The Fifth Circuit provided clarity on the meaning of the term "provided for by the plan" in In re Foster. The Fifth Circuit held that a chapter 13 plan may, but need not, modify allowed secured claims. Foster v. Heitkamp (In re Foster), 670 F.2d 478, 488-489 (5th Cir. 1982). The debtor therefore has the discretion to make a provision in a chapter 13 plan for an un-modified secured claim. Id. If the plan does not make a provision for the un-modified secured claim, the plan does not provide for the claim. Id. It follows that if a plan makes a provision for an unmodified secured claim, the plan provides for the claim.

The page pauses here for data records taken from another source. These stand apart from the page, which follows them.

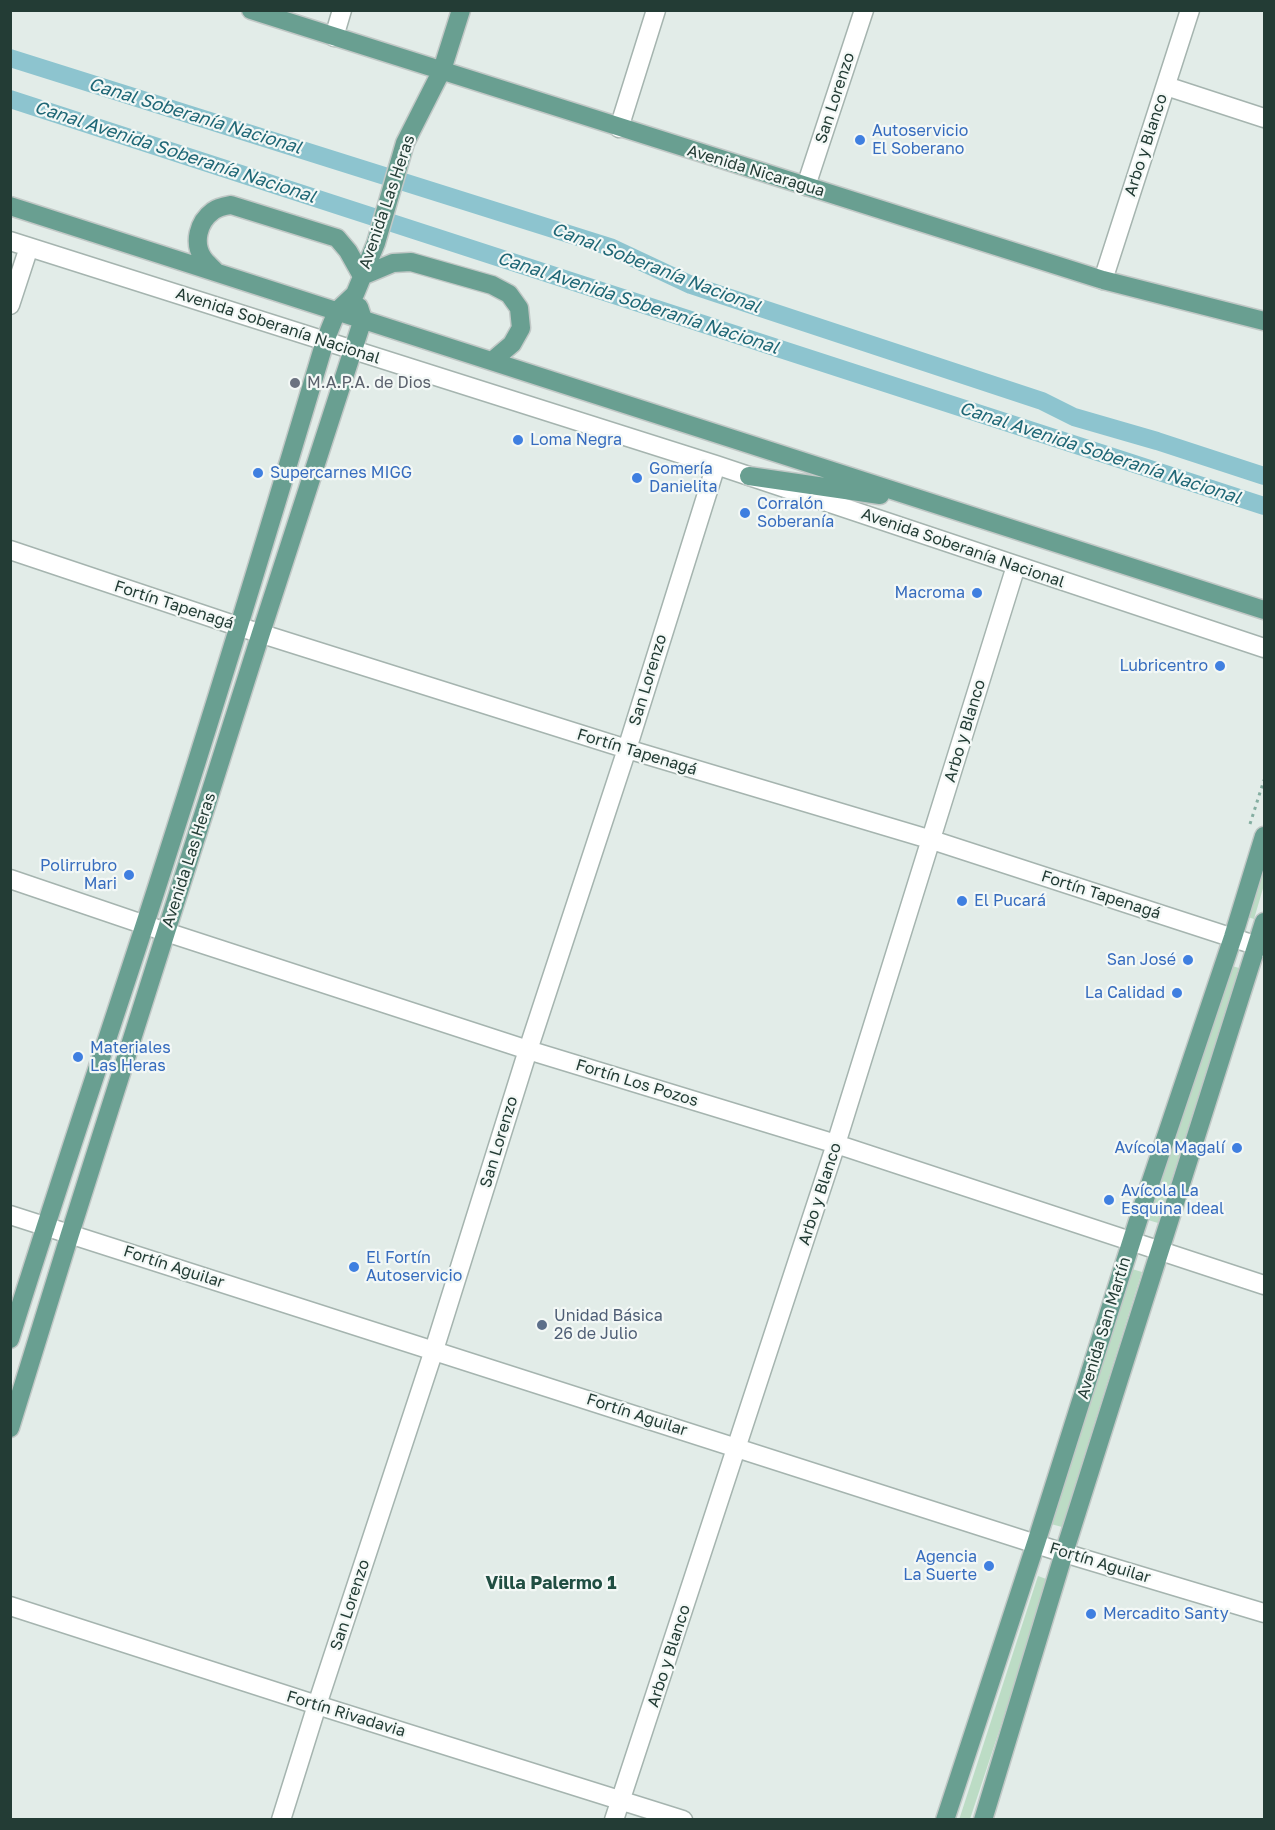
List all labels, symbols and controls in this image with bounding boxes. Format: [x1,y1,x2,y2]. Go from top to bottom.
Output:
street label: San Lorenzo [811,50,859,146]
water label: Canal Soberanía Nacional [86,73,304,159]
street label: Arbo y Blanco [1120,91,1172,199]
water label: Canal Avenida Soberanía Nacional [32,96,318,208]
place label: Autoservicio El Soberano [872,121,968,159]
street label: Avenida Las Heras [355,132,419,272]
marker: Autoservicio El Soberano [853,133,867,147]
street label: Avenida Nicaragua [685,141,827,201]
water label: Canal Soberanía Nacional [549,218,763,318]
water label: Canal Avenida Soberanía Nacional [495,247,781,359]
street label: Avenida Soberanía Nacional [173,284,383,368]
place label: M.A.P.A. de Dios [307,373,431,393]
marker: M.A.P.A. de Dios [288,376,302,390]
water label: Canal Avenida Soberanía Nacional [957,397,1243,509]
place label: Loma Negra [530,430,622,450]
marker: Loma Negra [511,433,525,447]
place label: Gomería Danielita [649,459,717,497]
place label: Supercarnes MIGG [270,463,412,483]
marker: Supercarnes MIGG [251,466,265,480]
marker: Gomería Danielita [630,471,644,485]
place label: Corralón Soberanía [757,494,834,532]
street label: Avenida Soberanía Nacional [859,504,1067,592]
marker: Corralón Soberanía [738,506,752,520]
street label: Fortín Tapenagá [112,577,236,633]
place label: Macroma [895,583,965,603]
marker: Macroma [970,586,984,600]
street label: San Lorenzo [625,632,671,728]
place label: Lubricentro [1119,656,1208,676]
marker: Lubricentro [1213,659,1227,673]
street label: Arbo y Blanco [940,677,990,785]
street label: Fortín Tapenagá [575,725,699,779]
street label: Avenida Las Heras [158,790,220,930]
place label: Polirrubro Mari [40,856,117,894]
street label: Fortín Tapenagá [1039,867,1163,923]
marker: Polirrubro Mari [122,868,136,882]
place label: El Pucará [974,891,1046,911]
marker: El Pucará [955,894,969,908]
place label: San José [1107,950,1176,970]
marker: San José [1181,953,1195,967]
place label: La Calidad [1085,983,1165,1003]
marker: La Calidad [1170,986,1184,1000]
place label: Materiales Las Heras [90,1038,171,1076]
marker: Materiales Las Heras [71,1050,85,1064]
street label: Fortín Los Pozos [573,1055,701,1111]
street label: San Lorenzo [476,1094,522,1190]
place label: Avícola Magalí [1114,1138,1225,1158]
street label: Arbo y Blanco [794,1140,846,1248]
marker: Avícola Magalí [1230,1141,1244,1155]
place label: Avícola La Esquina Ideal [1121,1181,1224,1219]
marker: Avícola La Esquina Ideal [1102,1193,1116,1207]
street label: Fortín Aguilar [121,1242,227,1292]
place label: El Fortín Autoservicio [366,1248,462,1286]
street label: Avenida San Martín [1073,1255,1135,1401]
marker: El Fortín Autoservicio [347,1260,361,1274]
place label: Unidad Básica 26 de Julio [554,1306,663,1344]
marker: Unidad Básica 26 de Julio [535,1318,549,1332]
street label: Fortín Aguilar [584,1390,690,1440]
street label: Fortín Aguilar [1047,1538,1153,1588]
place label: Agencia La Suerte [903,1547,977,1585]
street label: San Lorenzo [326,1557,374,1653]
marker: Agencia La Suerte [982,1559,996,1573]
district label: Villa Palermo 1 [486,1572,616,1594]
street label: Arbo y Blanco [643,1602,695,1710]
place label: Mercadito Santy [1103,1604,1229,1624]
marker: Mercadito Santy [1084,1607,1098,1621]
street label: Fortín Rivadavia [284,1687,408,1741]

Ms. Roife's plan provides that Midfirst will be paid in accordance with the parties' pre-petition contract. Although the provision leaves the terms of the pre-petition contract unmodified, it nonetheless requires that Ms. Roife make payments to Midfirst on its claim. As such, Midfirst is required to comply with Rule 3002.1.

Entitlement to Legal Fees

In In re Boyd, the debtors objected to a $50.00 charge for preparing a Fee Notice. In re Boyd, 2013 WL 1844076 at *2 (Bankr. S.D. Tex. May 1, 2013). The court in Boyd held that no fee should be charged to a debtor for filing the Fee Notice because a creditor has a duty under non-bankruptcy law to inform a debtor of amounts due under a mortgage. Id. The Boyd court relied primarily on In re Carr. In Carr, the creditor filed a Notice of Postpetition Mortgage Fees, Expenses and Charges, and a Response to Notice of Final Cure Payment, both in response to the trustee's Notice of Final Cure Payments. In re Carr, 468 B.R. 806, 807 (Bankr. E.D. Va. 2012). Both were prepared and filed by the creditor's counsel, and counsel asserted a fee of $150.00 for the preparation of the two documents. Id. The Carr Court held that a Fee Notice is not a pleading, but a supplement to the creditor's proof of claim. Id. at 808. It can easily be derived from the creditor's records with no significant burden on the creditor. Id. It is a business function, akin to issuing a receipt for payments received under a chapter 13 plan. Id. Its preparation is not the practice of law and requires no legal analysis. Id.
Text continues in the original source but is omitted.